Environment variables set for NCCL and Distributed training are not passed onto the sagemaker-training entrypoint - Githubissues

aws / sagemaker-pytorch-training-toolkit

Toolkit for running PyTorch training scripts on SageMaker. Dockerfiles used for building SageMaker Pytorch Containers are at https://github.com/aws/deep-learning-containers.

Apache License 2.0

197 stars 87 forks source link

Environment variables set for NCCL and Distributed training are not passed onto the sagemaker-training entrypoint #230

Closed thecooltechguy closed 3 years ago

thecooltechguy commented 3 years ago

Describe the bug At https://github.com/aws/sagemaker-pytorch-training-toolkit/blob/88ca48a831bf4f099d4c57f3c18e0ff92fa2b48c/src/sagemaker_pytorch_container/training.py#L48 and https://github.com/aws/sagemaker-pytorch-training-toolkit/blob/88ca48a831bf4f099d4c57f3c18e0ff92fa2b48c/src/sagemaker_pytorch_container/training.py#L50 some environment variables are set in os.environ for NCCL and distributed training.

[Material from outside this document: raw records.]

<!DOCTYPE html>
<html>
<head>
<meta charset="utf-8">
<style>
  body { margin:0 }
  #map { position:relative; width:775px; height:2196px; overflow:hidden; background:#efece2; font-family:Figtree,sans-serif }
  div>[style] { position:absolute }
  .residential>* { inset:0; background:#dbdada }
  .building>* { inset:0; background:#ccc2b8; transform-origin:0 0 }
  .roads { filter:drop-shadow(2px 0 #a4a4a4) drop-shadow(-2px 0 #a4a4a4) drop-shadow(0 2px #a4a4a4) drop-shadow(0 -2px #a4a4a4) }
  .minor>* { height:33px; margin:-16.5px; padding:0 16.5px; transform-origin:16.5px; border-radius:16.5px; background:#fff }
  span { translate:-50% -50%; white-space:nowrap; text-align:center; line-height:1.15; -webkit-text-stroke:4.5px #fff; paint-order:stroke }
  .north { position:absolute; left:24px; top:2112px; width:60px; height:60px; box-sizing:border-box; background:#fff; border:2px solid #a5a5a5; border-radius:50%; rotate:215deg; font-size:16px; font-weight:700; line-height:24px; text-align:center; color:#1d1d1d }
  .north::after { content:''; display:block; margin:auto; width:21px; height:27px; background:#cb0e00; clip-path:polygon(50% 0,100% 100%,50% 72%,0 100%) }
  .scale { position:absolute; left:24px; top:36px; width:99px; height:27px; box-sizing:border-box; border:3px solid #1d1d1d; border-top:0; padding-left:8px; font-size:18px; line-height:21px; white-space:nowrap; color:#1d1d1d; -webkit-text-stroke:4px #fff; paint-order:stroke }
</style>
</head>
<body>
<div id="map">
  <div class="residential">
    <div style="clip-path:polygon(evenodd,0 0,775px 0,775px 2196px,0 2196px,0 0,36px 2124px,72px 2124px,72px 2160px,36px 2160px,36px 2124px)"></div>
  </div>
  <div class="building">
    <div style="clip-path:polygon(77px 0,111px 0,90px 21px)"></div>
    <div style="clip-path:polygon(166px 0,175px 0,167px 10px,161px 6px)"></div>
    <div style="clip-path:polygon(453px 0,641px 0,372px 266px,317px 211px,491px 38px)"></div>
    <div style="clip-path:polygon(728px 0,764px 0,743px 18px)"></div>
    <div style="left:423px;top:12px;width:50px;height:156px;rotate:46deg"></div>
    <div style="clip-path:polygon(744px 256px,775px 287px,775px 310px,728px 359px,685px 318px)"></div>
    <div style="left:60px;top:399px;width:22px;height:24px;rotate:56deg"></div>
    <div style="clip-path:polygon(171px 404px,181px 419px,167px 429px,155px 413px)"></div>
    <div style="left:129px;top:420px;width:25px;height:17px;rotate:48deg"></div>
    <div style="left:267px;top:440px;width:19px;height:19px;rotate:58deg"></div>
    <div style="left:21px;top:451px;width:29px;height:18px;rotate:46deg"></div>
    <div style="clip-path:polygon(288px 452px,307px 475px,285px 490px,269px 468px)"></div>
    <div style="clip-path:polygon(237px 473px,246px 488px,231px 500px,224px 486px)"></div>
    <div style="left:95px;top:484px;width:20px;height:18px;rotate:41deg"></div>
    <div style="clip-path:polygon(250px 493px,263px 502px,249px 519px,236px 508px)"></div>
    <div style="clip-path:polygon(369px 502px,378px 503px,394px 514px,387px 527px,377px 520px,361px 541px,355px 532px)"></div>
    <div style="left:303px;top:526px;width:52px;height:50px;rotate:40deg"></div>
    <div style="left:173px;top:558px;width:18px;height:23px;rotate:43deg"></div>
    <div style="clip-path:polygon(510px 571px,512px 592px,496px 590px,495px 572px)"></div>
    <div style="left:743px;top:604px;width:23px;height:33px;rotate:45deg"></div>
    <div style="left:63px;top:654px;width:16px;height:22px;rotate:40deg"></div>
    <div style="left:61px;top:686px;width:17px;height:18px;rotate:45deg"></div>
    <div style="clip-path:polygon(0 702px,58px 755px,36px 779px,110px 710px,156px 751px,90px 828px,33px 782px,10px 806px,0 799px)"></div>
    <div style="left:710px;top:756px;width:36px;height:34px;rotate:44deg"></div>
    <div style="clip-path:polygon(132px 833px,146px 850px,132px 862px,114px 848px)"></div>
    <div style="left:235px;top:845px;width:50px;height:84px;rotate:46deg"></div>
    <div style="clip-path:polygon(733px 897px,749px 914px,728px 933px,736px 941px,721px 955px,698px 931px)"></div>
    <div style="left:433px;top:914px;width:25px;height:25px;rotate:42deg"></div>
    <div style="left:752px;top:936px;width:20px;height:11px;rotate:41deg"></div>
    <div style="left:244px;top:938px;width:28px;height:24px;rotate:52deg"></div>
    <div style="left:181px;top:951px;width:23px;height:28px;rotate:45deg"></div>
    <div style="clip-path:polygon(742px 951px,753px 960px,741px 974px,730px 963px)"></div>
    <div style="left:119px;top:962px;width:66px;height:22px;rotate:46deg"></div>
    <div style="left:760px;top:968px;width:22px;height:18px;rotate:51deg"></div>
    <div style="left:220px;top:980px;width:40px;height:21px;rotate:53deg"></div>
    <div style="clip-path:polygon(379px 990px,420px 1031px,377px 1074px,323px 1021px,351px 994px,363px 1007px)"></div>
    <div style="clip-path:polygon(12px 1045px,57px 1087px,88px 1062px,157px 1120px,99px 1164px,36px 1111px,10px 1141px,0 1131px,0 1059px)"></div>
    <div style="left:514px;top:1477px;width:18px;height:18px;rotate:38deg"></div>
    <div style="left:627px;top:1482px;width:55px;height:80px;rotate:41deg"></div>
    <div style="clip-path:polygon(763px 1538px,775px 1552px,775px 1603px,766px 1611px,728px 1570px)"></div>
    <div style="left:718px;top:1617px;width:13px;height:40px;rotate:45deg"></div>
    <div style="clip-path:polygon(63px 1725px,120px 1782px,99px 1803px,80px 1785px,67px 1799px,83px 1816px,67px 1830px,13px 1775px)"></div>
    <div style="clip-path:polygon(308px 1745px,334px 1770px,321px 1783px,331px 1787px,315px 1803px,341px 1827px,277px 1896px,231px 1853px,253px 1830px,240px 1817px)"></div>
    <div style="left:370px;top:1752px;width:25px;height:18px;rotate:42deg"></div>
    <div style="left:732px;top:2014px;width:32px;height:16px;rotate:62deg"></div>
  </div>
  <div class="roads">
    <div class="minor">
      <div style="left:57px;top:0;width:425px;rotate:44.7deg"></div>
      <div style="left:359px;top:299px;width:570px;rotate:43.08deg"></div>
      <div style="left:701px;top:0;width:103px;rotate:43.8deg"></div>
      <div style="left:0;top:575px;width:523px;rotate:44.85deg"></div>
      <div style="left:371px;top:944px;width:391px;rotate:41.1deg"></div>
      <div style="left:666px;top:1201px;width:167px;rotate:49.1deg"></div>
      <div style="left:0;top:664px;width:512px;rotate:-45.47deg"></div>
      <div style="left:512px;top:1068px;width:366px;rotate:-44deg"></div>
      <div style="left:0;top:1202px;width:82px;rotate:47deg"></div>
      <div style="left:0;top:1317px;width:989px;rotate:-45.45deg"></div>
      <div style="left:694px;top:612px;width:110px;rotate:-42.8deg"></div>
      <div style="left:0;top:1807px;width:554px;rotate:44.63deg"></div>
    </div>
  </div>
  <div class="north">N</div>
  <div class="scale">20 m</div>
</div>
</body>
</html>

However, os.environ is not included when the entrypoint is called at https://github.com/aws/sagemaker-pytorch-training-toolkit/blob/88ca48a831bf4f099d4c57f3c18e0ff92fa2b48c/src/sagemaker_pytorch_container/training.py#L71. Only training_environment.to_env_vars() is set as the env_vars for the entrypoint, essentially discarding the os.environ vars set in the above 2 lines for NCCL and distributed training.

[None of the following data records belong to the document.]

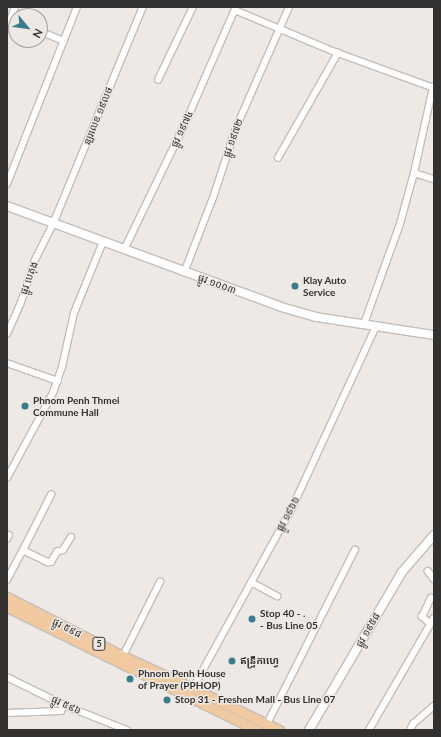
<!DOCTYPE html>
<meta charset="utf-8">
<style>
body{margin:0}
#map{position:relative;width:441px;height:737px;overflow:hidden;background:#eee9e4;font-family:Lato,"Noto Sans Khmer",sans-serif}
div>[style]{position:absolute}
.roads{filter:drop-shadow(1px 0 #c3beba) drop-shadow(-1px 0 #c3beba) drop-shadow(0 1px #c3beba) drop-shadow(0 -1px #c3beba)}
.street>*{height:5.5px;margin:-2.75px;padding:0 2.75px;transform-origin:2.75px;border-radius:2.75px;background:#fff}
.secondary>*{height:8px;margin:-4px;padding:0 4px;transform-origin:4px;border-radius:4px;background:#fff}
.primary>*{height:9px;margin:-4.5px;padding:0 4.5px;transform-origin:4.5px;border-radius:4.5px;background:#f1caa2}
.dots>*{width:11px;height:11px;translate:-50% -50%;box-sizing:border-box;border:2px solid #eee9e4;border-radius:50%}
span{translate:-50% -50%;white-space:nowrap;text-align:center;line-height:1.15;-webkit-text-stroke:3px #eee9e4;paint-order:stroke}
.shield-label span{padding:1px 3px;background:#eee9e4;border:1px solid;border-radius:3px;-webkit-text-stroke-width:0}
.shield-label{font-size:9px;color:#343231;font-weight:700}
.street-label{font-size:10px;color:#343231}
.poi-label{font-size:10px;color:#343231;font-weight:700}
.left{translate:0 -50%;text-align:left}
.frame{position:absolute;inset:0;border:8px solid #343231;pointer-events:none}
.north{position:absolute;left:8px;top:8px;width:40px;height:40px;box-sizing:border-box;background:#eee9e4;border:1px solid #a4a09c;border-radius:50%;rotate:119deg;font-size:11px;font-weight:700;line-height:16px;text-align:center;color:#343231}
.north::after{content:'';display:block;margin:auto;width:14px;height:18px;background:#3a7c8d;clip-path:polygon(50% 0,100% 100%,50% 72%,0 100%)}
</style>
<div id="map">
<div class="roads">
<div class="street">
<i style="left:235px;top:10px;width:112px;rotate:22.7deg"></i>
<i style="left:338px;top:53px;width:102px;rotate:20deg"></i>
<i style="left:7px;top:29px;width:23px;rotate:-70deg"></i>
<i style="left:40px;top:31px;width:26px;rotate:23deg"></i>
<i style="left:158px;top:80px;width:81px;rotate:-64.4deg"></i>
<i style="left:278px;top:158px;width:121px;rotate:-60.3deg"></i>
<i style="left:414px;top:173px;width:21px;rotate:17deg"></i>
<i style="left:7px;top:184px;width:190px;rotate:-68.4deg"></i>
<i style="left:124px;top:250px;width:138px;rotate:-64.2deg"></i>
<i style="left:184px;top:126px;width:130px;rotate:-66.4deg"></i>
<i style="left:184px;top:273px;width:80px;rotate:-68.9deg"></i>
<i style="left:213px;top:198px;width:74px;rotate:-71.8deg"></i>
<i style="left:236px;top:128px;width:132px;rotate:-66.3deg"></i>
<i style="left:364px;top:324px;width:106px;rotate:-70.2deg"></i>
<i style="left:400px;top:224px;width:53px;rotate:-74.6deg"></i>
<i style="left:414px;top:173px;width:88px;rotate:-77.5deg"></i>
<i style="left:7px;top:334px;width:32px;rotate:-66deg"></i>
<i style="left:20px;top:305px;width:47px;rotate:-71.6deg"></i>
<i style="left:35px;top:260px;width:40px;rotate:-63.4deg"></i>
<i style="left:53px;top:224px;width:235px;rotate:-67.5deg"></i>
<i style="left:7px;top:363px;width:54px;rotate:19.4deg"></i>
<i style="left:7px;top:478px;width:97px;rotate:-61.6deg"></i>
<i style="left:53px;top:393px;width:28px;rotate:-71deg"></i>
<i style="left:62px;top:367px;width:55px;rotate:-77.5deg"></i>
<i style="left:74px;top:313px;width:77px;rotate:-67.8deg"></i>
<i style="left:7px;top:539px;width:4px;rotate:-63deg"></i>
<i style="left:23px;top:550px;width:62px;rotate:-63deg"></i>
<i style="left:428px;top:571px;width:10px;rotate:53deg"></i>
<i style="left:7px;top:580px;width:34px;rotate:-62deg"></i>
<i style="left:23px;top:550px;width:28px;rotate:26deg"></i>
<i style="left:48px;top:562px;width:3px"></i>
<i style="left:51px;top:562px;width:12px;rotate:-59deg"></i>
<i style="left:57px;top:552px;width:6px;rotate:-18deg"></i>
<i style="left:63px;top:550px;width:15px;rotate:-58deg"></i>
<i style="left:251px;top:582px;width:30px;rotate:28deg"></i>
<i style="left:430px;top:624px;width:11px;rotate:-139deg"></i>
<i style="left:422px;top:617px;width:21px;rotate:-65deg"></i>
<i style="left:122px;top:658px;width:85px;rotate:-63.4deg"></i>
<i style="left:7px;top:677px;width:64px;rotate:26.2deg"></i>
<i style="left:64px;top:705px;width:68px;rotate:21.6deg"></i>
<i style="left:192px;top:690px;width:210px;rotate:-61.2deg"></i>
<i style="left:293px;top:506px;width:198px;rotate:-65.2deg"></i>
<i style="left:7px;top:713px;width:54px;rotate:-2.1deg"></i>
<i style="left:61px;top:711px;width:7px;rotate:-63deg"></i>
<i style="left:267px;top:724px;width:195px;rotate:-63.2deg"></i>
<i style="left:369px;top:730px;width:129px;rotate:-59.9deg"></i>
<i style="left:410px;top:730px;width:7px;rotate:-63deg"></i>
<i style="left:413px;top:724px;width:28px;rotate:-41deg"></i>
</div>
<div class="secondary">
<i style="left:7px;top:206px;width:292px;rotate:20.2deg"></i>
<i style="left:281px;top:307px;width:36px;rotate:16deg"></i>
<i style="left:316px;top:317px;width:119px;rotate:8.7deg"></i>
<i style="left:309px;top:730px;width:183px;rotate:-59.5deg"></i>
<i style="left:402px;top:572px;width:49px;rotate:-49.1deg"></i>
</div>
<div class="primary">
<i style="left:7px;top:597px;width:130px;rotate:27deg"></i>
<i style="left:123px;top:656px;width:77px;rotate:24.6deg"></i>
<i style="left:193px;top:688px;width:96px;rotate:26deg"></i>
<i style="left:7px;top:607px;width:279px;rotate:26.2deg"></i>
</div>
</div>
<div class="dots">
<i style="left:295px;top:286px;background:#3a7c8d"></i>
<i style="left:25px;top:406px;background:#3a7c8d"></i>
<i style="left:252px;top:619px;background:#3a7c8d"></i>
<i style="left:232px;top:661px;background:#3a7c8d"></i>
<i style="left:130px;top:679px;background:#3a7c8d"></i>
<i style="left:167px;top:700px;background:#3a7c8d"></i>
</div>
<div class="shield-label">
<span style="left:99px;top:644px">5</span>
</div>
<div class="street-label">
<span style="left:98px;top:116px;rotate:-68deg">ន្ឡរលេខ ១៩លថ</span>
<span style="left:182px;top:129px;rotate:-65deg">ផ្លូវ ១៩៧៤</span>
<span style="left:233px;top:138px;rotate:-70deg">ផ្លូវ ១៩៧២</span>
<span style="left:29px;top:278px;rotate:-70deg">ផ្លូវ បេតុង</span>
<span style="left:217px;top:284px;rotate:20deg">ផ្លូវ ១០០៣</span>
<span style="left:288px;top:514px;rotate:-62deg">ផ្លូវ ១៩៦៦</span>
<span style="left:67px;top:628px;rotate:27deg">ផ្លូវ ៥៩៨</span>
<span style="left:368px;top:630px;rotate:-60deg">ផ្លូវ ១៩៥៨</span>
<span style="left:66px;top:705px;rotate:24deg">ផ្លូវ ៥៩៦</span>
</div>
<div class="poi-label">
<span class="left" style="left:303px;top:286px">Klay Auto<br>Service</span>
<span class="left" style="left:33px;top:406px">Phnom Penh Thmei<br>Commune Hall</span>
<span class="left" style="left:260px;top:619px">Stop 40 - .<br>- Bus Line 05</span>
<span class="left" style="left:240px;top:661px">ឥន្ទ្រីកាហ្វេ</span>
<span class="left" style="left:138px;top:679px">Phnom Penh House<br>of Prayer (PPHOP)</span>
<span class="left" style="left:175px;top:700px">Stop 31 - Freshen Mall - Bus Line 07</span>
</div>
<div class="frame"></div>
<div class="north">N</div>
</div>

Expected behavior The env vars passed at https://github.com/aws/sagemaker-pytorch-training-toolkit/blob/88ca48a831bf4f099d4c57f3c18e0ff92fa2b48c/src/sagemaker_pytorch_container/training.py#L71 should include the environment variables set for NCCL and distributed training.

thecooltechguy commented 3 years ago

Actually, nevermind, this does set up the environment vars correctly, there was just a bug on my end that was overriding these variables.